What the exercise asks: Across the entries that follow, work out the number of lines containing the string "turn", and state it alone.

· · ·

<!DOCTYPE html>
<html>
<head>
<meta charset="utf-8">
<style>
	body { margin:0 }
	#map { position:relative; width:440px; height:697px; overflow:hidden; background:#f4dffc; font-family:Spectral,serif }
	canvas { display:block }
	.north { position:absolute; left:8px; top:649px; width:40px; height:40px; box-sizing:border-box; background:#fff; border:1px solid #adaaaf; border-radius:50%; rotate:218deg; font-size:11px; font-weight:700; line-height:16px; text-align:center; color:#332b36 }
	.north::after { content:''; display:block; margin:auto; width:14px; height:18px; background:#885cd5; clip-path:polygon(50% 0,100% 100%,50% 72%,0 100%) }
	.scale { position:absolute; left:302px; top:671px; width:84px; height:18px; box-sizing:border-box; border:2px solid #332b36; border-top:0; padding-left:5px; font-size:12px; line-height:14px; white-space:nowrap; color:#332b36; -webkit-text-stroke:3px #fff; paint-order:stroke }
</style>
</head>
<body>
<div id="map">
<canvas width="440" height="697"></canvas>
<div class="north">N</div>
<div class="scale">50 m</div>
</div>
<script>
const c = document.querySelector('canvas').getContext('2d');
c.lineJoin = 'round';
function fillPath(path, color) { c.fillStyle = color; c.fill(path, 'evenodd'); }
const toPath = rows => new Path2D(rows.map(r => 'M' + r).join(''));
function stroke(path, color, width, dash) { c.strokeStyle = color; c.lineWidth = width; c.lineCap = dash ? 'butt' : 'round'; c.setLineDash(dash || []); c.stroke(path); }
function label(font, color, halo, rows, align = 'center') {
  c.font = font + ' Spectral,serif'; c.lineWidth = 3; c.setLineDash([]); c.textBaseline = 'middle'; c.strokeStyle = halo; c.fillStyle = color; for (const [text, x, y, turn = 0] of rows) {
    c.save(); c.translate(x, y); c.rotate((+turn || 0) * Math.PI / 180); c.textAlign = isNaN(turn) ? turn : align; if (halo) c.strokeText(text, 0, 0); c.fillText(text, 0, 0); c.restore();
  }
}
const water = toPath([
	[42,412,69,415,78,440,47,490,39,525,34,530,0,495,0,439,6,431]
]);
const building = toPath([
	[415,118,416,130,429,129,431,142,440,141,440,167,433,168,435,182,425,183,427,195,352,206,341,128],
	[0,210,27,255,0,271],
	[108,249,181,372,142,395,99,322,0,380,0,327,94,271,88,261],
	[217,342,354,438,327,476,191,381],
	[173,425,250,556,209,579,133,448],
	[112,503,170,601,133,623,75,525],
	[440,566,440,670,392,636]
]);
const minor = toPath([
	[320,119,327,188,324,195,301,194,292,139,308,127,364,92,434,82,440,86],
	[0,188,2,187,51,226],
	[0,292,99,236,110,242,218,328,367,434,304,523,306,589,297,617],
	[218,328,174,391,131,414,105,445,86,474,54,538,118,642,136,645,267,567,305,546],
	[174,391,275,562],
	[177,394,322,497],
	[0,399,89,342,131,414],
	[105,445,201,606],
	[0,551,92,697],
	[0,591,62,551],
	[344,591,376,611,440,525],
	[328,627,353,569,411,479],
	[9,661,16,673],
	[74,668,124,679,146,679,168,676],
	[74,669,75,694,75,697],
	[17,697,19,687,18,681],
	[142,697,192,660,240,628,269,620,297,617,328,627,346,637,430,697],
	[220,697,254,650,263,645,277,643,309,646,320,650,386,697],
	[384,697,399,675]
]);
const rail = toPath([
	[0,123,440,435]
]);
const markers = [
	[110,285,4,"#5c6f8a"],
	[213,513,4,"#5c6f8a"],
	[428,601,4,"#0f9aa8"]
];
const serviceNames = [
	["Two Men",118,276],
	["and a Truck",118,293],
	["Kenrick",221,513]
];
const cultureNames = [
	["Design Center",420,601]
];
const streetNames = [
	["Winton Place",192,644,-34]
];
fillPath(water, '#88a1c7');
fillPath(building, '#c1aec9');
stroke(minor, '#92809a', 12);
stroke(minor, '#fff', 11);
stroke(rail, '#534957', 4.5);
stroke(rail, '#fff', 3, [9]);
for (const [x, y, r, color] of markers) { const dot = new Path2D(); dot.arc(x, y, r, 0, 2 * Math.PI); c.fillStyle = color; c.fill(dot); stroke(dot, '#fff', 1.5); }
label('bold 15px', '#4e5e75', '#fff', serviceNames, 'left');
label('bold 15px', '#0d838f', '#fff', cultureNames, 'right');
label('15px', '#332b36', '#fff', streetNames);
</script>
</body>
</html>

· · ·

Response to the task: 2